Work out how many lines in the data below contain "nowrap", and state that count with nothing added.

**PROVIDED INFORMATION**

= = = = =

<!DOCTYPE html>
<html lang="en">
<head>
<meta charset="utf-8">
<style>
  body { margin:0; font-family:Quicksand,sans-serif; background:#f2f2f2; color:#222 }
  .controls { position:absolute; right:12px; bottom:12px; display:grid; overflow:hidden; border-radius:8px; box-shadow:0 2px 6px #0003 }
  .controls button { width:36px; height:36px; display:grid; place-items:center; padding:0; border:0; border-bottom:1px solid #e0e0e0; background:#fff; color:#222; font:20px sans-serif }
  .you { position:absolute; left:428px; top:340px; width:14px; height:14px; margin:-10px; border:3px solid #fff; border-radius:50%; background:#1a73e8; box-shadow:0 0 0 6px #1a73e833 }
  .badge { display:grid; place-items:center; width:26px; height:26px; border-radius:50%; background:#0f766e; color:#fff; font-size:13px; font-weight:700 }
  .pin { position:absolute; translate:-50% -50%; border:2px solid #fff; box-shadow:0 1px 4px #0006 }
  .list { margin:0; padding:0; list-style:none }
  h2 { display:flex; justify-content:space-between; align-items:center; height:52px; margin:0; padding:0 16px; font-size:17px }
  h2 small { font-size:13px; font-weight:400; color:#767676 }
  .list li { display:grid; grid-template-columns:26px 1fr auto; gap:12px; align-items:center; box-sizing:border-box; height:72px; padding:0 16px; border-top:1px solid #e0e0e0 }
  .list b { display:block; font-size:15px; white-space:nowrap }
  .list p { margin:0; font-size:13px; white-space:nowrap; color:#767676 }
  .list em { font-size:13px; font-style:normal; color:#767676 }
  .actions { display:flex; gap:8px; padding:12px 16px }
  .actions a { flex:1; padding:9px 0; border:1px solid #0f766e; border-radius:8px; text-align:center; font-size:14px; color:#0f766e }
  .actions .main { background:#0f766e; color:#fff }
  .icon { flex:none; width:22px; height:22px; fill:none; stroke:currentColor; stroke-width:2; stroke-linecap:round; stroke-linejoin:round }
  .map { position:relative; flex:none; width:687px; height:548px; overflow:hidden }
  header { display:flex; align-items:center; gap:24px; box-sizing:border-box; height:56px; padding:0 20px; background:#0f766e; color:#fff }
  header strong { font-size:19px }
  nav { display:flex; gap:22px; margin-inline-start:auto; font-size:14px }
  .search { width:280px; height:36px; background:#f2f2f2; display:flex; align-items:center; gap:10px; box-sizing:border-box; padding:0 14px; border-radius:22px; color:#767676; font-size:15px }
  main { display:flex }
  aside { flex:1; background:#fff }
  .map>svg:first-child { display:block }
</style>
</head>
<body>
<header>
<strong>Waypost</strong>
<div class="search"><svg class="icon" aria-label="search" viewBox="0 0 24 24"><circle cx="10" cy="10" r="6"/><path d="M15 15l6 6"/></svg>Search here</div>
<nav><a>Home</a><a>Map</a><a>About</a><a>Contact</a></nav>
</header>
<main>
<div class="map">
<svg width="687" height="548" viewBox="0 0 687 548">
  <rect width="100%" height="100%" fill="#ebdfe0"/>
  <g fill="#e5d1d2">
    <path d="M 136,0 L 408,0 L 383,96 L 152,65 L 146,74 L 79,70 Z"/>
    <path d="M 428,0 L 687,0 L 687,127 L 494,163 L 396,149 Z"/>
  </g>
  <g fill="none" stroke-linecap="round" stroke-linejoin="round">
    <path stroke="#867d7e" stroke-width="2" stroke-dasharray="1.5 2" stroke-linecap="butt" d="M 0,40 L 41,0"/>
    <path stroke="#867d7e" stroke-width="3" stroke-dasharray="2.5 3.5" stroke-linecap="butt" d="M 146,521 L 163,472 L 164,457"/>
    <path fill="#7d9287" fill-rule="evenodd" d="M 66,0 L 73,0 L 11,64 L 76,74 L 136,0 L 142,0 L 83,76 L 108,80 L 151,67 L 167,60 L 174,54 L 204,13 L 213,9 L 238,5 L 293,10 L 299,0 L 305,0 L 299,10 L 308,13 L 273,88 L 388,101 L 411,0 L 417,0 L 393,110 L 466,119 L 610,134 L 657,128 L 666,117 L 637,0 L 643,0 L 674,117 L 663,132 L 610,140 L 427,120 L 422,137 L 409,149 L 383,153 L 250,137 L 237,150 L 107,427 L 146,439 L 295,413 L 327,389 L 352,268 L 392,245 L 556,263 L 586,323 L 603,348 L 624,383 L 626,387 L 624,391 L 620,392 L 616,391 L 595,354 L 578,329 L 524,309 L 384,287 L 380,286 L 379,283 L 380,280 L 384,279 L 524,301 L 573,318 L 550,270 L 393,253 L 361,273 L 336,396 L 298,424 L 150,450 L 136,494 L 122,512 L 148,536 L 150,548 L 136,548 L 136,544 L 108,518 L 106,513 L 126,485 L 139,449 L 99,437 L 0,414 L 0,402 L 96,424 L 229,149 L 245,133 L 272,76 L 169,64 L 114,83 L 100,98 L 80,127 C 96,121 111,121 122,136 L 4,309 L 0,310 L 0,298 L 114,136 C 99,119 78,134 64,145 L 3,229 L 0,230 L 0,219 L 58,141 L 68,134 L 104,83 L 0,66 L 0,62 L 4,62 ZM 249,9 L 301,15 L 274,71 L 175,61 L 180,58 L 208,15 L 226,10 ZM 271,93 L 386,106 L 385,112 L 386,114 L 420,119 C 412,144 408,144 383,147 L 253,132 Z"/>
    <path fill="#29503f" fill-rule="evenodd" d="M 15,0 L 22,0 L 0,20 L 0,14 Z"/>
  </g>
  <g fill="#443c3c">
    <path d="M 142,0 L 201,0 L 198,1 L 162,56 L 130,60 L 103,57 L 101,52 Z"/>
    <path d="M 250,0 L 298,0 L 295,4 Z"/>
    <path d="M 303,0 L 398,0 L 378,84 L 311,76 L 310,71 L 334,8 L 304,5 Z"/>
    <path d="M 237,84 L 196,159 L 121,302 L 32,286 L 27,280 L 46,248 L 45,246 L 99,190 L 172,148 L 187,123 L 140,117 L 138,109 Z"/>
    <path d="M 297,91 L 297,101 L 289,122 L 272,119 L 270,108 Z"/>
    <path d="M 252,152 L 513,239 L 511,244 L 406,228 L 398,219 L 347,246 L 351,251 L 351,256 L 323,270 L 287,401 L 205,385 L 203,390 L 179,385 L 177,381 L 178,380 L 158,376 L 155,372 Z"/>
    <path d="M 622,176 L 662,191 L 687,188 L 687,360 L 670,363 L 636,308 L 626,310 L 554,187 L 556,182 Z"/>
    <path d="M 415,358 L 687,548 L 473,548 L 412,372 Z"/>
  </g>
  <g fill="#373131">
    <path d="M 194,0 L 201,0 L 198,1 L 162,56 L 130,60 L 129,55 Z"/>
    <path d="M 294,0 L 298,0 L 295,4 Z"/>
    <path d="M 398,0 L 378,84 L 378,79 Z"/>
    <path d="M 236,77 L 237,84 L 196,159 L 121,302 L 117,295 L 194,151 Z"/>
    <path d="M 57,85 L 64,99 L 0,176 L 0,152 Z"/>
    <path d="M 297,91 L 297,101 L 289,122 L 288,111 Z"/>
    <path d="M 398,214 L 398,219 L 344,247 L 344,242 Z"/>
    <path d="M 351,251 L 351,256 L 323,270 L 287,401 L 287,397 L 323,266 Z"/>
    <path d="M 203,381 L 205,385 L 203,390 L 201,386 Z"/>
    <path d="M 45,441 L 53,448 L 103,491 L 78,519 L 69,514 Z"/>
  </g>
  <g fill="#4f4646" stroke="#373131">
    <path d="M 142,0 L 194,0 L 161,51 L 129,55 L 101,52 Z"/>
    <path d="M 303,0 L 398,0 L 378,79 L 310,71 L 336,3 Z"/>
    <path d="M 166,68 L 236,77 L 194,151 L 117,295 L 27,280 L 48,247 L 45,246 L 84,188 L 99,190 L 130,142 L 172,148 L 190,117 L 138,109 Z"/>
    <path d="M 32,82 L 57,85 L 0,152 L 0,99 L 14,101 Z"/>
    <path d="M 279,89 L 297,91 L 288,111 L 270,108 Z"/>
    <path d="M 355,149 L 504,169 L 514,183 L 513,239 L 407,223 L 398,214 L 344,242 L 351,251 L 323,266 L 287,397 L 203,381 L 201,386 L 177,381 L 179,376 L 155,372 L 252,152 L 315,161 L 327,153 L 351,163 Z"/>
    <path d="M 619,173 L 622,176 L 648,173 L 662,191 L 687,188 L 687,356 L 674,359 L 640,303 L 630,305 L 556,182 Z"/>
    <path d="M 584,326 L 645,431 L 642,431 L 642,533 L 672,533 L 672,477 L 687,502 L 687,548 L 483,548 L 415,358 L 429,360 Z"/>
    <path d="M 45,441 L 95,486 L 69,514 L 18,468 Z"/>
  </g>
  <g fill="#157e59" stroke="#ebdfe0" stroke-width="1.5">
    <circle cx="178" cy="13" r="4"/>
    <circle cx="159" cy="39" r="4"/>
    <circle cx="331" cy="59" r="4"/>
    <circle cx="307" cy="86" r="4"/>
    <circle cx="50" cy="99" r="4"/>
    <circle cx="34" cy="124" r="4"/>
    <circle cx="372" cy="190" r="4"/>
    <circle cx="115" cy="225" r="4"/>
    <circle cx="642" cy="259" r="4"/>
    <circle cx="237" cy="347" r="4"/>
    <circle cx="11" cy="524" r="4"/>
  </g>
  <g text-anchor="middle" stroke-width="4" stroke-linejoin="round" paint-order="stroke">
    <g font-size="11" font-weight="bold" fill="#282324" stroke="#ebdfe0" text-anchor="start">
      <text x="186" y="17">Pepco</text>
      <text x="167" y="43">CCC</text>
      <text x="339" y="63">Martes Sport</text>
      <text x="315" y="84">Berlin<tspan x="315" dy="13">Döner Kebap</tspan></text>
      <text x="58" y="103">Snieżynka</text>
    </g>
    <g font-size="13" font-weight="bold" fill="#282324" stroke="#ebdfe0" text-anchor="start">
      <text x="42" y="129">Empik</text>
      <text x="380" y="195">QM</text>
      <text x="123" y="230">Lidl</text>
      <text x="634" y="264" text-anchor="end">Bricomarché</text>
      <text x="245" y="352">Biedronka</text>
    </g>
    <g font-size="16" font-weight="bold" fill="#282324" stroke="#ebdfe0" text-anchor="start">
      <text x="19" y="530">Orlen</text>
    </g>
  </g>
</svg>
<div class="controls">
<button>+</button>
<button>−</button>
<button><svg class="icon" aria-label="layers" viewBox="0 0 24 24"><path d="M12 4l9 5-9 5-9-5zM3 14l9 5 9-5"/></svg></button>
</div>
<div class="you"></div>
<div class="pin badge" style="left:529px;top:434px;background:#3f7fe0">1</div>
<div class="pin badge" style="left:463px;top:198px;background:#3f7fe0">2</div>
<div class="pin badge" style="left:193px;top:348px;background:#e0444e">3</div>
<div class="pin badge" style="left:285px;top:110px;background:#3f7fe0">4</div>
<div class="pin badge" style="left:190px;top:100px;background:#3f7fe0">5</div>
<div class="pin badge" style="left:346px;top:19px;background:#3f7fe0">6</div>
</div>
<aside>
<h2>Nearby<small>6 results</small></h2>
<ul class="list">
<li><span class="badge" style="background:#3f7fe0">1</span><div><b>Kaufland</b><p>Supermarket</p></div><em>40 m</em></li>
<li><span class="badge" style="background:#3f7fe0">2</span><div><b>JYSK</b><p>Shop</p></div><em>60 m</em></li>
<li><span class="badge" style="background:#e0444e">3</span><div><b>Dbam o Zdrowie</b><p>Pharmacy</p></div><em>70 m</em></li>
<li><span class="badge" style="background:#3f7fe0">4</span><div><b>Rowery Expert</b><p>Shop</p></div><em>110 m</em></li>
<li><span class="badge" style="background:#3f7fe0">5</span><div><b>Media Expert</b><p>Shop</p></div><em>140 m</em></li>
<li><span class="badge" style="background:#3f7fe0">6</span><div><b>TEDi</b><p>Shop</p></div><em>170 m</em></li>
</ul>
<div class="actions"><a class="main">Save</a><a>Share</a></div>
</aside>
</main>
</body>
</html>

= = = = =

**ANSWER TO THIS EXERCISE**
2